Given records
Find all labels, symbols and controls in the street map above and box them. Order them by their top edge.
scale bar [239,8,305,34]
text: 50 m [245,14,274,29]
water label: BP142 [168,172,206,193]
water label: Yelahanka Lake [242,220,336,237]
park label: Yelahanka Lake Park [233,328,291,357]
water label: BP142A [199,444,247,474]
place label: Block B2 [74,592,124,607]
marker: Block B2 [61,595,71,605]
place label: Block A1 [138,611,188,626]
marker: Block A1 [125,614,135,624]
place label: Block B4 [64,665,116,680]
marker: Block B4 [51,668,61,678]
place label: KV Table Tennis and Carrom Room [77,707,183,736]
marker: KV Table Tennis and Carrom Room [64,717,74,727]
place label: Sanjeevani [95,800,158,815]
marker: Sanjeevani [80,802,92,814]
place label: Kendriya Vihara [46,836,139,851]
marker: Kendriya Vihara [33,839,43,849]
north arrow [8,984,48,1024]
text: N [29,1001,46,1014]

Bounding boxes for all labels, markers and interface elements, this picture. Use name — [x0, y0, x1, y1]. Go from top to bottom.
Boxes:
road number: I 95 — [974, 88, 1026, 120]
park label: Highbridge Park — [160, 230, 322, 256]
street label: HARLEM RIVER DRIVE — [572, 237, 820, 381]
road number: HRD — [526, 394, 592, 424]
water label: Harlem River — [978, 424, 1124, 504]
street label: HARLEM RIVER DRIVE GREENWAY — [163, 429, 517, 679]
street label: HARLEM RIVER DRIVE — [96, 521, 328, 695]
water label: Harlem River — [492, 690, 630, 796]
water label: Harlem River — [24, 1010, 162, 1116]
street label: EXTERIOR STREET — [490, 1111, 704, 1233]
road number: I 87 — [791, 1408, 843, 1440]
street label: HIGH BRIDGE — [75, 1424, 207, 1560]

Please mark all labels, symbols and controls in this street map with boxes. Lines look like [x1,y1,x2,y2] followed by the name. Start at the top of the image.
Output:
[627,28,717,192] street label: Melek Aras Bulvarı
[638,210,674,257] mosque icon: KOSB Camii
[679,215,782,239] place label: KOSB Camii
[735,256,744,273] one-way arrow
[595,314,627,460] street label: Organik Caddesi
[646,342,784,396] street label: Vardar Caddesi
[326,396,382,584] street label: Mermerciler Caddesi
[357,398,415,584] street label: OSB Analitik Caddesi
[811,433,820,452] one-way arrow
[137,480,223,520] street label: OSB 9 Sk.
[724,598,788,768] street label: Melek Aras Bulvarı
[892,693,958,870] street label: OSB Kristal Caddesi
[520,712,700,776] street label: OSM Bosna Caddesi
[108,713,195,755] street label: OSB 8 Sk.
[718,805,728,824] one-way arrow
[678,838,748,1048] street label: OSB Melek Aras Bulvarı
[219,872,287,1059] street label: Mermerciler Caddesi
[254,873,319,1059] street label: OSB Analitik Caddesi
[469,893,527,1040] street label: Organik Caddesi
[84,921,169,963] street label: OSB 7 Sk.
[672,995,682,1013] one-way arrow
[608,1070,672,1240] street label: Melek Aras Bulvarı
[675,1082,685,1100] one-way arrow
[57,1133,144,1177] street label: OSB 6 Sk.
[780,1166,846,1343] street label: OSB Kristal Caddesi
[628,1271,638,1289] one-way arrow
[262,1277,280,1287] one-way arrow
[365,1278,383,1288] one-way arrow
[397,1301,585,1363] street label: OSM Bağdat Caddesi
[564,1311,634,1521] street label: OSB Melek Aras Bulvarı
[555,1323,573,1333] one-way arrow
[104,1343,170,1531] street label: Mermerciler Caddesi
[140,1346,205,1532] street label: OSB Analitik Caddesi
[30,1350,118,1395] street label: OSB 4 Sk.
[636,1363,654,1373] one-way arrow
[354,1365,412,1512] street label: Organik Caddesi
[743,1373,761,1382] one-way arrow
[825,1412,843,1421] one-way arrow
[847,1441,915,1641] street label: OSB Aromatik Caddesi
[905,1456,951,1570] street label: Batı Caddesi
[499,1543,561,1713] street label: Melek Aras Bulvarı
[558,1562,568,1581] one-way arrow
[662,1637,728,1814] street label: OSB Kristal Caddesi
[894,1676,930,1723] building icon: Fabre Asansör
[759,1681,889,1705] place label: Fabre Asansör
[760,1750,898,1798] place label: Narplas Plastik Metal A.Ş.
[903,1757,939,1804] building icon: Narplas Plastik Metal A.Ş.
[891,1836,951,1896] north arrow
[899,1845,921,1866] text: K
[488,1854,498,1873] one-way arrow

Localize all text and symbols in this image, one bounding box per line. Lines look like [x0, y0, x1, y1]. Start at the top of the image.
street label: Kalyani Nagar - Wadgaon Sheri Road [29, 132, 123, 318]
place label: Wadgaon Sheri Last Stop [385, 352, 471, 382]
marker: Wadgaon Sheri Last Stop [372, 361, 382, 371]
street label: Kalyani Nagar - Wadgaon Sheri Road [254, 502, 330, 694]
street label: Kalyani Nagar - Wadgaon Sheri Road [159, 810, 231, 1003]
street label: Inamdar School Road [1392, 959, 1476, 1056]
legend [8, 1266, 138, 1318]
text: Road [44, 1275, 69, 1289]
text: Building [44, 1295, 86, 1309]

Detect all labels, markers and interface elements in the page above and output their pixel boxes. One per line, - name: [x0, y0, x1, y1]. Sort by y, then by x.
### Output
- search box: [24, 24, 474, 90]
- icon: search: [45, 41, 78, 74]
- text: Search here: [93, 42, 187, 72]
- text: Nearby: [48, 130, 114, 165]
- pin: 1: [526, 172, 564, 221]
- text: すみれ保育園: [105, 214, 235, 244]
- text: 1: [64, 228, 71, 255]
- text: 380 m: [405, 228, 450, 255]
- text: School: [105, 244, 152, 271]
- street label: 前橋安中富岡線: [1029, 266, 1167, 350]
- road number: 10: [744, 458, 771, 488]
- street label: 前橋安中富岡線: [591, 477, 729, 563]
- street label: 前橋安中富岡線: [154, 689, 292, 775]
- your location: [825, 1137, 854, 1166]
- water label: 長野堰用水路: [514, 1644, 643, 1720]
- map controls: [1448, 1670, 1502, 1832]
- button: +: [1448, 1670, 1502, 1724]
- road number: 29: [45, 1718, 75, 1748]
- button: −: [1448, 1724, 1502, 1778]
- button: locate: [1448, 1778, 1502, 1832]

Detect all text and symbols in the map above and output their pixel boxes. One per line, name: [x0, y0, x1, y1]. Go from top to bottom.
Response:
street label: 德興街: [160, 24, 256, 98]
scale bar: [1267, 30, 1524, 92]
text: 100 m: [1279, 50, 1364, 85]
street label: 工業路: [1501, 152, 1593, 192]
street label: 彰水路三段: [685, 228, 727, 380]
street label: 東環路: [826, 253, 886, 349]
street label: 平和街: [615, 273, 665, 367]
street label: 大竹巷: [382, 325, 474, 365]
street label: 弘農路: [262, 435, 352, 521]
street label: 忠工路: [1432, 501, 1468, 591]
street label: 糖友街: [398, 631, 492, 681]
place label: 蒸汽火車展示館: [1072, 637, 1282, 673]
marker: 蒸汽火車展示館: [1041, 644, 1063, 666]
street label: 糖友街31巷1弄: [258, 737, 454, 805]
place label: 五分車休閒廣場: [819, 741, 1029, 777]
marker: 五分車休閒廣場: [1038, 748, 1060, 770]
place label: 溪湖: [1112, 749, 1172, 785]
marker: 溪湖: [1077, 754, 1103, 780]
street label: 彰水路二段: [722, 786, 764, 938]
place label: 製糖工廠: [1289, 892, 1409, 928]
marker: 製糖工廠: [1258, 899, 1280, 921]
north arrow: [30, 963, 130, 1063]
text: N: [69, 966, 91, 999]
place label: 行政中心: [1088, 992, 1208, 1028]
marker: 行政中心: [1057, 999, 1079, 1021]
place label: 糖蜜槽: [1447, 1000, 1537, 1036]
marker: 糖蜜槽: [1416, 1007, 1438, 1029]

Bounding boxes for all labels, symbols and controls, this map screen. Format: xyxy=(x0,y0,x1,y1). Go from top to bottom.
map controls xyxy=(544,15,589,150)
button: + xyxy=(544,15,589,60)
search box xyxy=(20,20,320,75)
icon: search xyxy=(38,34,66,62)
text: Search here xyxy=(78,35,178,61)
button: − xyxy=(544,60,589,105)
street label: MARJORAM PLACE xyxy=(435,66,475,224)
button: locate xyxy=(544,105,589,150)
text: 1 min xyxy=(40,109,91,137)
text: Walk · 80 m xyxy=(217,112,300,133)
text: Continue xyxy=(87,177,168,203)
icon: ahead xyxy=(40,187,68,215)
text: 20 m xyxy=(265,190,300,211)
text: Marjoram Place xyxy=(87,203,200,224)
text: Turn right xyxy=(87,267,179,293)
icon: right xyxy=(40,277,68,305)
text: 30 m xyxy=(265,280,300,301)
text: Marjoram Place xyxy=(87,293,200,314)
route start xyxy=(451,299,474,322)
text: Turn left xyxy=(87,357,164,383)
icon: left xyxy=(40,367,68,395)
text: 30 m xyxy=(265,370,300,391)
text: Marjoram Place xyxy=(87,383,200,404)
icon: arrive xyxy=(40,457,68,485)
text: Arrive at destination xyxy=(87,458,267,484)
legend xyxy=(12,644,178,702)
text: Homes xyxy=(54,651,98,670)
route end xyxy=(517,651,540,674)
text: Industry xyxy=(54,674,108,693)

What you have to do
Beginning at the line with "Localize all text" and ending at the line with "Detect all labels, markers", reproduce each line of the data above exactly, and add no other lines.

Answer to this exercise
Localize all text and symbols in this image, one bounding box per line. Lines look like [x0, y0, x1, y1]. Start at the top of the image.
street label: Kalyani Nagar - Wadgaon Sheri Road [29, 132, 123, 318]
place label: Wadgaon Sheri Last Stop [385, 352, 471, 382]
marker: Wadgaon Sheri Last Stop [372, 361, 382, 371]
street label: Kalyani Nagar - Wadgaon Sheri Road [254, 502, 330, 694]
street label: Kalyani Nagar - Wadgaon Sheri Road [159, 810, 231, 1003]
street label: Inamdar School Road [1392, 959, 1476, 1056]
legend [8, 1266, 138, 1318]
text: Road [44, 1275, 69, 1289]
text: Building [44, 1295, 86, 1309]

Detect all labels, markers and interface elements in the page above and output their pixel boxes. One per line, - name: [x0, y0, x1, y1]. Sort by y, then by x.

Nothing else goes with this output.